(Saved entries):
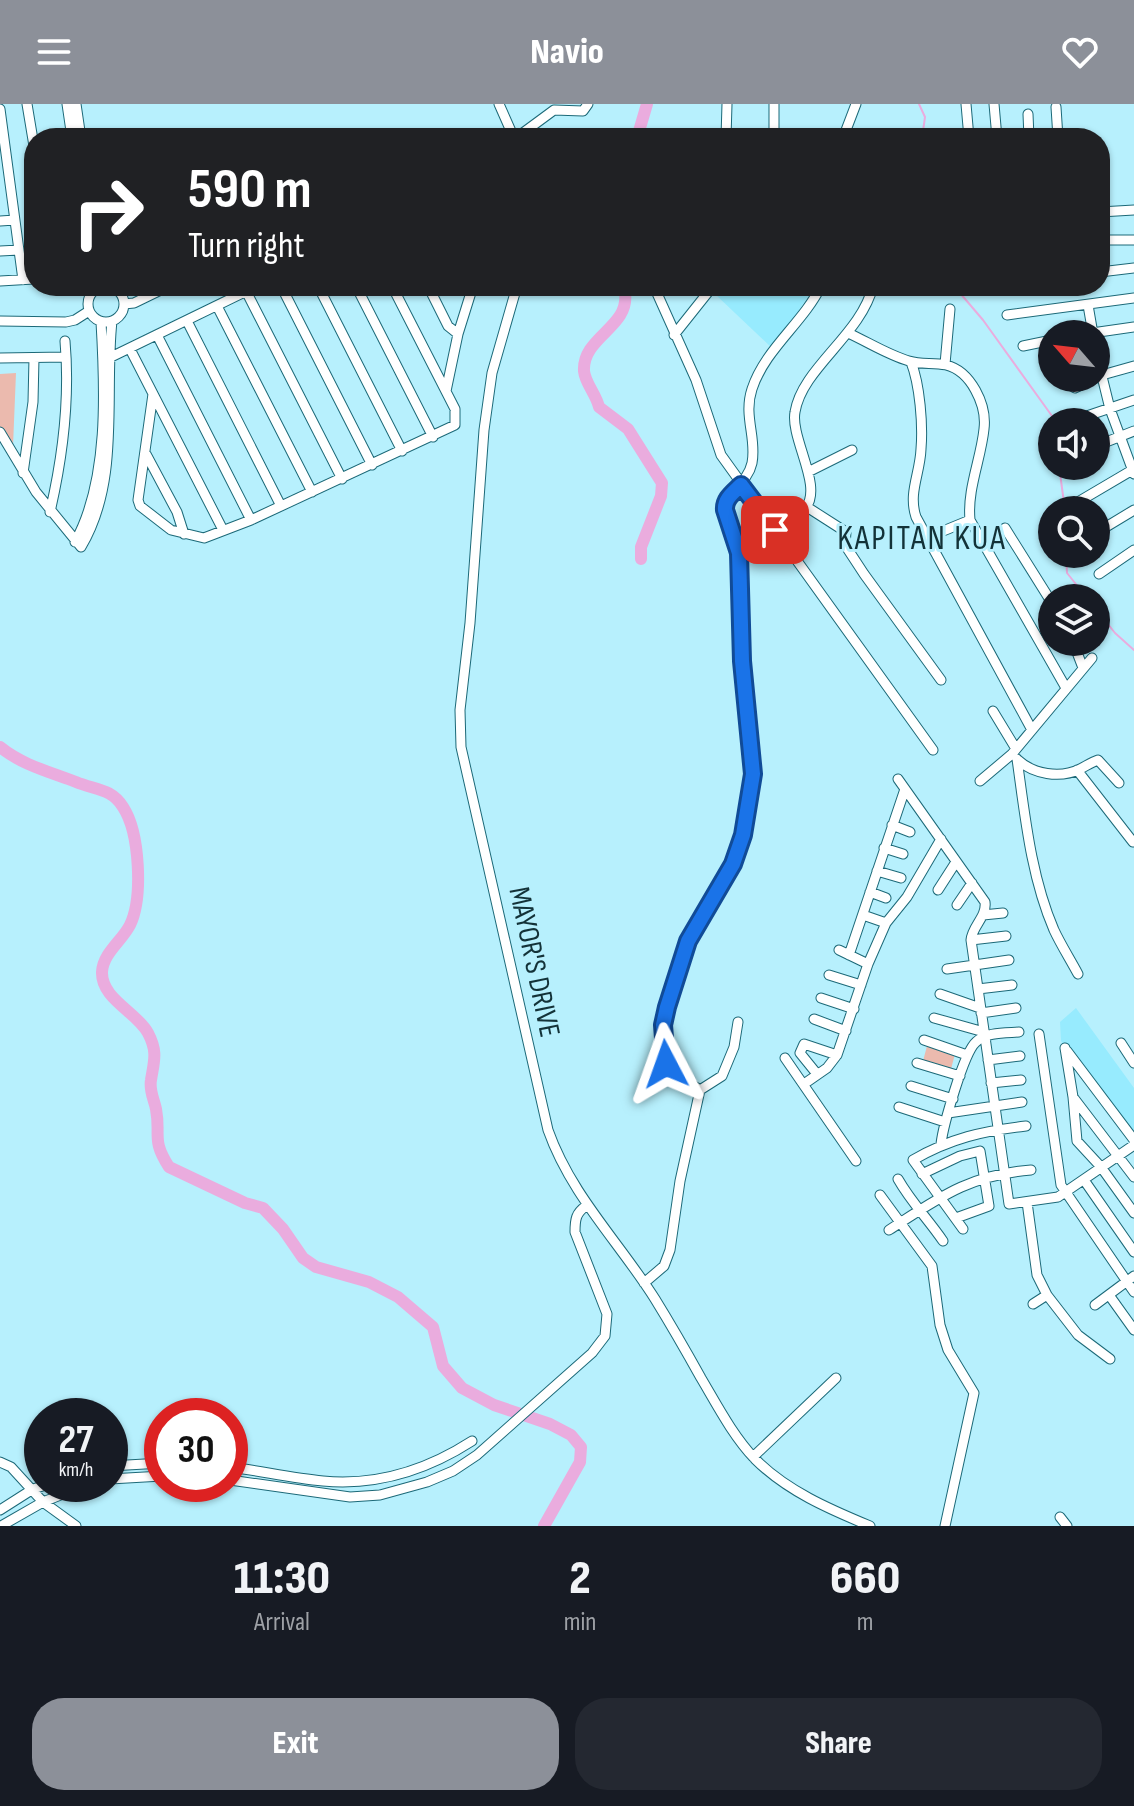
<!DOCTYPE html>
<style>
:root{--surface:#171b24;--page:#242831;--text:#f1f3f6;--muted:#9ea1a6;--accent:#8c9099}
body{margin:0;font-family:"Sofia Sans Condensed",sans-serif;background:var(--page);color:var(--text);height:100vh;display:flex;flex-direction:column;font-size:30px;white-space:nowrap}
*{box-sizing:border-box;margin:0}
p{font-size:26px;color:var(--muted)}
.icon{flex:none;width:44px;height:44px;fill:none;stroke:currentColor;stroke-width:2;stroke-linecap:round;stroke-linejoin:round}
.map{position:relative;height:1422px;overflow:hidden}
.drawer{display:flex;flex-direction:column;background:var(--surface);flex:1}
.drawer>*{flex:none}
.banner{position:absolute;left:24px;top:24px;width:1086px;height:168px;border-radius:32px;box-shadow:0 2px 6px #0004;background:#202124;color:#fff;overflow:hidden}
.needle{width:52px;rotate:298deg}
.controls{position:absolute;left:1038px;top:216px;display:grid;gap:16px}
.controls a{display:grid;place-items:center;width:72px;height:72px;border-radius:50%;background:var(--surface);box-shadow:0 2px 6px #0004;font-size:40px}
.speed{position:absolute;left:24px;top:1294px;display:flex;gap:16px;font-size:40px;font-weight:700;text-align:center}
.speed>*{display:grid;place-content:center;width:104px;height:104px;border-radius:50%;background:var(--surface);box-shadow:0 2px 6px #0004;line-height:1}
.speed small{font-size:20px;font-weight:400}
.speed .limit{border:12px solid #d22;background:#fff;color:#111}
.pin{position:absolute;display:grid;place-items:center;width:68px;height:68px;color:#fff;margin:-34px;border-radius:16px;box-shadow:0 4px 12px #0006}
.me{position:absolute;width:88px;margin:-44px;rotate:356deg;stroke-linejoin:round;filter:drop-shadow(0 0 6px #0008)}
.turn{display:flex;align-items:center;gap:28px;height:168px;padding:0 32px;font-size:36px}
.turn .icon{width:104px;height:104px;stroke-width:2.5}
.turn b{display:block;font-size:56px;line-height:68px}
.eta{display:flex;justify-content:space-evenly;align-items:center;height:136px;text-align:center}
.eta b{font-size:48px;font-weight:800;line-height:56px}
.action{display:flex;gap:16px;margin-top:auto;padding:16px 32px}
.action a{flex:1;height:92px;border-radius:32px;background:var(--accent);color:#fff;font-size:32px;font-weight:800;line-height:92px;text-align:center}
.action a+a{background:var(--page);color:var(--text)}
header{display:flex;justify-content:space-between;align-items:center;height:104px;padding:0 32px;background:var(--accent);color:#fff;font-size:36px;font-weight:800}
.map>svg:first-child{display:block}
.built{fill:#97ebfe}
.green{fill:#ebbaae}
.lines{fill:none;stroke-linecap:round;stroke-linejoin:round}
.stream{stroke:#eaacde;stroke-width:2}
.river{stroke:#eaacde;stroke-width:12}
.minor-casing{stroke:#1c6978;stroke-width:11}
.minor{stroke:#fff;stroke-width:9}
.route-casing{stroke:#114b97;stroke-width:20}
.route{stroke:#1a73e8;stroke-width:14}
.labels{text-anchor:middle;dominant-baseline:central;stroke-width:6;stroke-linejoin:round;paint-order:stroke}
.street-label{font-size:30px;fill:#133238;stroke:#b7f0fd}
.quarter-label{font-size:34px;letter-spacing:2px;fill:#133238;stroke:#b7f0fd}
</style>
<header><svg class="icon" aria-label="menu" viewBox="0 0 24 24"><path d="M4 6h16M4 12h16M4 18h16"/></svg>Navio<svg class="icon" aria-label="heart" viewBox="0 0 24 24"><path d="M12 20l-8-8c-3-5 5-10 8-4 3-6 11-1 8 4z"/></svg></header>
<div class="map">
<svg width="1134" height="1422" viewBox="0 0 1134 1422">
<rect width="100%" height="100%" fill="#b7f0fd"/>
<!-- built -->
<path class="built" d="M 724,182 L 815,182 L 773,245 L 716,191 Z
M 1076,904 L 1134,984 L 1134,1033 L 1061,937 L 1060,918 Z"/>
<!-- green -->
<path class="green" d="M 16,269 L 13,342 L 0,323 L 0,270 Z
M 927,942 L 955,950 L 951,965 L 923,957 Z"/>
<g class="lines">
<!-- stream -->
<path class="stream" d="M 919,0 L 925,13 L 922,34
M 954,182 L 983,216 L 1052,312 L 1053,318
M 1059,362 L 1065,406
M 1066,450 L 1067,469 L 1087,494
M 1096,505 L 1115,529 L 1134,546"/>
<!-- river -->
<path class="river" d="M 637,34 L 647,0
M 615,182 L 625,189 C 630,223 582,233 584,267 C 585,279 596,290 599,303 L 628,325 L 662,379 L 661,392 L 641,443 L 641,455
M 0,643 C 22,661 50,668 76,678 C 95,686 111,684 123,703 C 140,729 143,794 130,821 C 122,837 103,849 102,868 C 101,895 137,908 148,929 C 158,948 154,957 151,976 C 149,987 154,995 156,1005 C 161,1032 151,1035 169,1063 L 245,1099 L 263,1104 L 283,1125 L 303,1154 L 316,1163 L 369,1178 L 398,1193 L 433,1223 L 443,1262 L 462,1284 L 494,1301 L 550,1320 L 571,1331 L 581,1343 L 580,1358 L 544,1422"/>
<defs>
<path id="minor" d="M 27,0 L 34,42
M 67,0 L 72,34
M 76,0 L 81,34
M 499,0 L 514,34
M 774,0 L 774,34
M 966,0 L 969,34
M 994,0 L 997,34
M 1056,3 L 1058,34
M 0,5 L 23,176
M 1028,10 L 1029,34
M 516,34 L 554,6 L 583,7 L 588,0
M 726,34 L 727,0
M 843,34 L 856,0
M 1100,108 L 1134,106
M 0,117 L 15,116
M 1100,136 L 1134,136
M 0,147 L 19,146
M 1100,168 L 1134,164
M 0,177 L 34,175
M 281,182 L 372,361
M 318,182 L 402,347
M 356,182 L 433,333
M 428,182 L 448,222 L 458,230
M 517,182 L 492,269 L 484,326 L 470,519 L 460,606 L 461,643 L 548,1026 C 571,1091 619,1138 655,1195 C 671,1221 686,1247 701,1274 C 717,1301 733,1332 755,1355 C 787,1387 829,1405 870,1422
M 659,182 L 656,187 L 696,276 L 721,351 L 933,646
M88 200a18 18 0 1 1 36 0a18 18 0 1 1-36 0Z
M 246,187 L 342,375
M 124,200 L 134,199 L 169,182
M 1088,201 L 1093,230
M 217,202 L 312,388
M 1007,211 L 1134,194
M 0,217 L 66,218 L 75,216 L 89,207
M 187,217 L 281,402
M 848,229 C 868,238 888,251 909,257 C 921,261 934,258 946,261 C 971,267 987,301 984,325 C 981,355 967,385 970,416 L 1066,584
M 1085,230 L 1134,223
M 157,231 L 251,416
M 674,231 L 713,182
M 1023,242 L 1052,236
M 130,245 L 223,426
M 1096,248 L 1110,305 L 1134,370
M 0,254 L 66,253
M 109,254 L 257,182
M 911,258 C 920,281 923,321 921,345 C 920,370 908,389 916,413 L 1032,626
M 945,260 L 950,205
M 1069,274 L 1070,281 L 1075,284 L 1102,271 L 1134,262
M 446,287 L 458,230 L 473,182
M 153,290 L 138,396 L 140,402 L 171,426 L 204,434 L 251,416 L 455,321 L 455,305 L 392,182
M 1075,316 L 1134,296
M 0,328 L 36,388 L 81,443 C 121,376 104,291 112,217
M 1096,342 L 1134,327
M 146,350 L 177,408 L 184,430
M 808,368 L 852,346
M 23,369 L 33,298 L 34,254
M 1078,398 L 1134,365
M 807,403 L 846,428 L 845,441 L 864,470 L 941,576
M 50,408 C 63,352 70,294 65,237
M 1005,424 L 1052,499
M 775,426 C 785,420 797,413 805,404 C 824,384 790,334 795,308 C 802,264 861,231 873,182
M 1096,429 L 1134,406
M 926,434 L 970,416
M 75,438 C 109,377 105,286 101,218
M 1099,470 L 1134,446
M 1073,538 L 1083,564
M 993,607 L 1016,645
M 1017,655 C 1025,712 1031,773 1054,826 C 1061,841 1070,855 1078,870
M 1018,656 C 1033,670 1060,675 1080,665 C 1086,662 1092,658 1098,656 L 1119,679
M 1077,666 L 1133,738
M 898,675 L 985,798 C 987,813 972,822 971,836 L 1009,1100 L 1058,1093 L 1134,1041
M 980,677 L 1012,650 L 1092,554
M 892,721 L 910,728
M 884,744 L 903,750
M 877,767 L 901,774
M 938,786 L 956,758
M 870,788 L 886,794
M 957,801 L 972,779
M 863,811 L 886,819
M 983,811 L 1003,809
M 971,836 L 1006,832
M 839,846 L 868,860
M 849,851 L 905,685
M 947,865 L 1009,856
M 829,871 L 861,881
M 978,885 L 1012,881
M 940,890 L 980,904
M 821,894 L 854,905
M 981,909 L 1016,904
M 934,914 L 984,928
M 814,915 L 846,927
M 1039,930 L 1061,1081 L 1134,1188
M 924,936 L 967,951
M 1121,939 L 1134,959
M 1065,944 L 1073,993 L 1077,1037 L 1101,1063 L 1134,1109
M 1067,947 L 1134,1036
M 785,954 L 856,1057
M 988,956 L 1020,952
M 917,959 L 960,972
M 817,970 L 800,949 L 804,940 L 837,951
M 991,979 L 1021,976
M 804,980 L 827,964 L 837,951 L 868,860 L 886,819 L 907,793 L 941,735
M 911,982 L 953,995
M 700,986 L 670,967 L 666,960 L 663,921 L 688,837 L 733,760 L 743,731 L 753,670 L 742,557 L 739,449 L 725,400 C 732,385 748,377 752,359 C 757,334 743,312 752,285 C 765,245 803,219 821,182
M 1073,993 L 1134,1073
M 899,1003 L 945,1018
M 948,1009 L 1022,998
M 941,1040 C 943,1022 964,948 976,938 C 986,928 1005,929 1019,928
M 922,1070 L 960,1052 L 980,1047 L 989,1102 L 956,1114
M 898,1075 C 911,1098 928,1115 943,1137
M 1084,1076 L 1134,1148
M 880,1091 L 932,1162 L 940,1221 L 948,1246 L 974,1289 L 945,1422
M 1027,1098 L 1037,1171 L 1047,1191 L 1078,1231 L 1110,1255
M 963,1125 L 913,1056 C 951,1034 983,1027 1026,1022
M 889,1126 C 940,1093 969,1071 1031,1066
M 644,1179 L 664,1162 L 670,1146 L 680,1077 L 700,986 L 722,972 L 734,943 L 738,918
M 1109,1191 L 1134,1226
M 1033,1200 L 1047,1191
M 1095,1201 L 1134,1172
M 753,1353 L 836,1274
M 0,1358 L 11,1363 L 43,1398 L 76,1422
M 110,1362 L 162,1359
M 230,1363 C 261,1367 292,1374 323,1377 C 377,1382 427,1366 472,1337
M 110,1375 L 162,1372
M 230,1376 L 350,1393 L 380,1391 L 427,1378 L 453,1367 L 477,1351 L 592,1249 L 605,1232 L 607,1210 L 575,1128 C 575,1115 576,1109 586,1102
M 0,1406 L 33,1385 L 49,1380
M 1060,1413 L 1067,1422
M 1,1422 L 43,1398 L 88,1380"/>
</defs>
<!-- minor casing -->
<use href="#minor" class="minor-casing"/>
<!-- minor -->
<use href="#minor" class="minor"/>
</g>
<g class="lines">
<defs>
<path id="route" d="M 666,960 L 663,921 L 667,903 L 688,837 L 733,760 L 743,731 L 753,670 L 742,557 L 739,449 L 725,406 C 724,395 733,389 741,381 L 775,426"/>
</defs>
<!-- route casing -->
<use href="#route" class="route-casing"/>
<!-- route -->
<use href="#route" class="route"/>
</g>
<g class="labels">
<!-- street labels -->
<g class="street-label">
<text transform="translate(534 858) rotate(78)">MAYOR'S DRIVE</text>
</g>
<!-- quarter labels -->
<g class="quarter-label">
<text x="922" y="434">KAPITAN KUA</text>
</g>
</g>
</svg>
<div class="controls">
<a><svg class="needle" viewBox="-14 -14 28 28"><path d="M0-13l5 13h-10z" fill="#e53935"/><path d="M0 13l5-13h-10z" fill="#9ea1a6"/></svg></a>
<a><svg class="icon" aria-label="sound" viewBox="0 0 24 24"><path d="M4 9h4l5-4v14l-5-4H4zM17 9q2 3 0 6"/></svg></a>
<a><svg class="icon" aria-label="search" viewBox="0 0 24 24"><circle cx="10" cy="10" r="6"/><path d="M15 15l6 6"/></svg></a>
<a><svg class="icon" aria-label="layers" viewBox="0 0 24 24"><path d="M12 4l9 5-9 5-9-5zM3 14l9 5 9-5"/></svg></a>
</div>
<div class="speed"><div>27<small>km/h</small></div><div class="limit">30</div></div>
<div class="pin" style="left:775px;top:426px;background:#d93025"><svg class="icon" aria-label="arrive" viewBox="0 0 24 24"><path d="M6 21V4h12l-3 4 3 4H6"/></svg></div>
<svg class="me" style="left:666px;top:960px" viewBox="-20 -20 40 40"><path d="M0-17L14 15 0 8-14 15z" fill="#1a73e8" stroke="#fff" stroke-width="4"/></svg>
<div class="banner">
<div class="turn"><svg class="icon" aria-label="right" viewBox="0 0 24 24"><path d="M7 20v-9h11M14 6l5 5-5 5"/></svg><div><b>590 m</b>Turn right</div></div>
</div>
</div>
<section class="drawer">
<div class="eta">
<div><b>11:30</b><p>Arrival</p></div>
<div><b>2</b><p>min</p></div>
<div><b>660</b><p>m</p></div>
</div>
<div class="action"><a>Exit</a><a>Share</a></div>
</section>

(Instructions to follow):
Given the data above, transcribe exactly the lines from the one containing "M 911,258 C" down to the one containing "M 870,788 L 886,794", and no others.

(Task solution):
M 911,258 C 920,281 923,321 921,345 C 920,370 908,389 916,413 L 1032,626
M 945,260 L 950,205
M 1069,274 L 1070,281 L 1075,284 L 1102,271 L 1134,262
M 446,287 L 458,230 L 473,182
M 153,290 L 138,396 L 140,402 L 171,426 L 204,434 L 251,416 L 455,321 L 455,305 L 392,182
M 1075,316 L 1134,296
M 0,328 L 36,388 L 81,443 C 121,376 104,291 112,217
M 1096,342 L 1134,327
M 146,350 L 177,408 L 184,430
M 808,368 L 852,346
M 23,369 L 33,298 L 34,254
M 1078,398 L 1134,365
M 807,403 L 846,428 L 845,441 L 864,470 L 941,576
M 50,408 C 63,352 70,294 65,237
M 1005,424 L 1052,499
M 775,426 C 785,420 797,413 805,404 C 824,384 790,334 795,308 C 802,264 861,231 873,182
M 1096,429 L 1134,406
M 926,434 L 970,416
M 75,438 C 109,377 105,286 101,218
M 1099,470 L 1134,446
M 1073,538 L 1083,564
M 993,607 L 1016,645
M 1017,655 C 1025,712 1031,773 1054,826 C 1061,841 1070,855 1078,870
M 1018,656 C 1033,670 1060,675 1080,665 C 1086,662 1092,658 1098,656 L 1119,679
M 1077,666 L 1133,738
M 898,675 L 985,798 C 987,813 972,822 971,836 L 1009,1100 L 1058,1093 L 1134,1041
M 980,677 L 1012,650 L 1092,554
M 892,721 L 910,728
M 884,744 L 903,750
M 877,767 L 901,774
M 938,786 L 956,758
M 870,788 L 886,794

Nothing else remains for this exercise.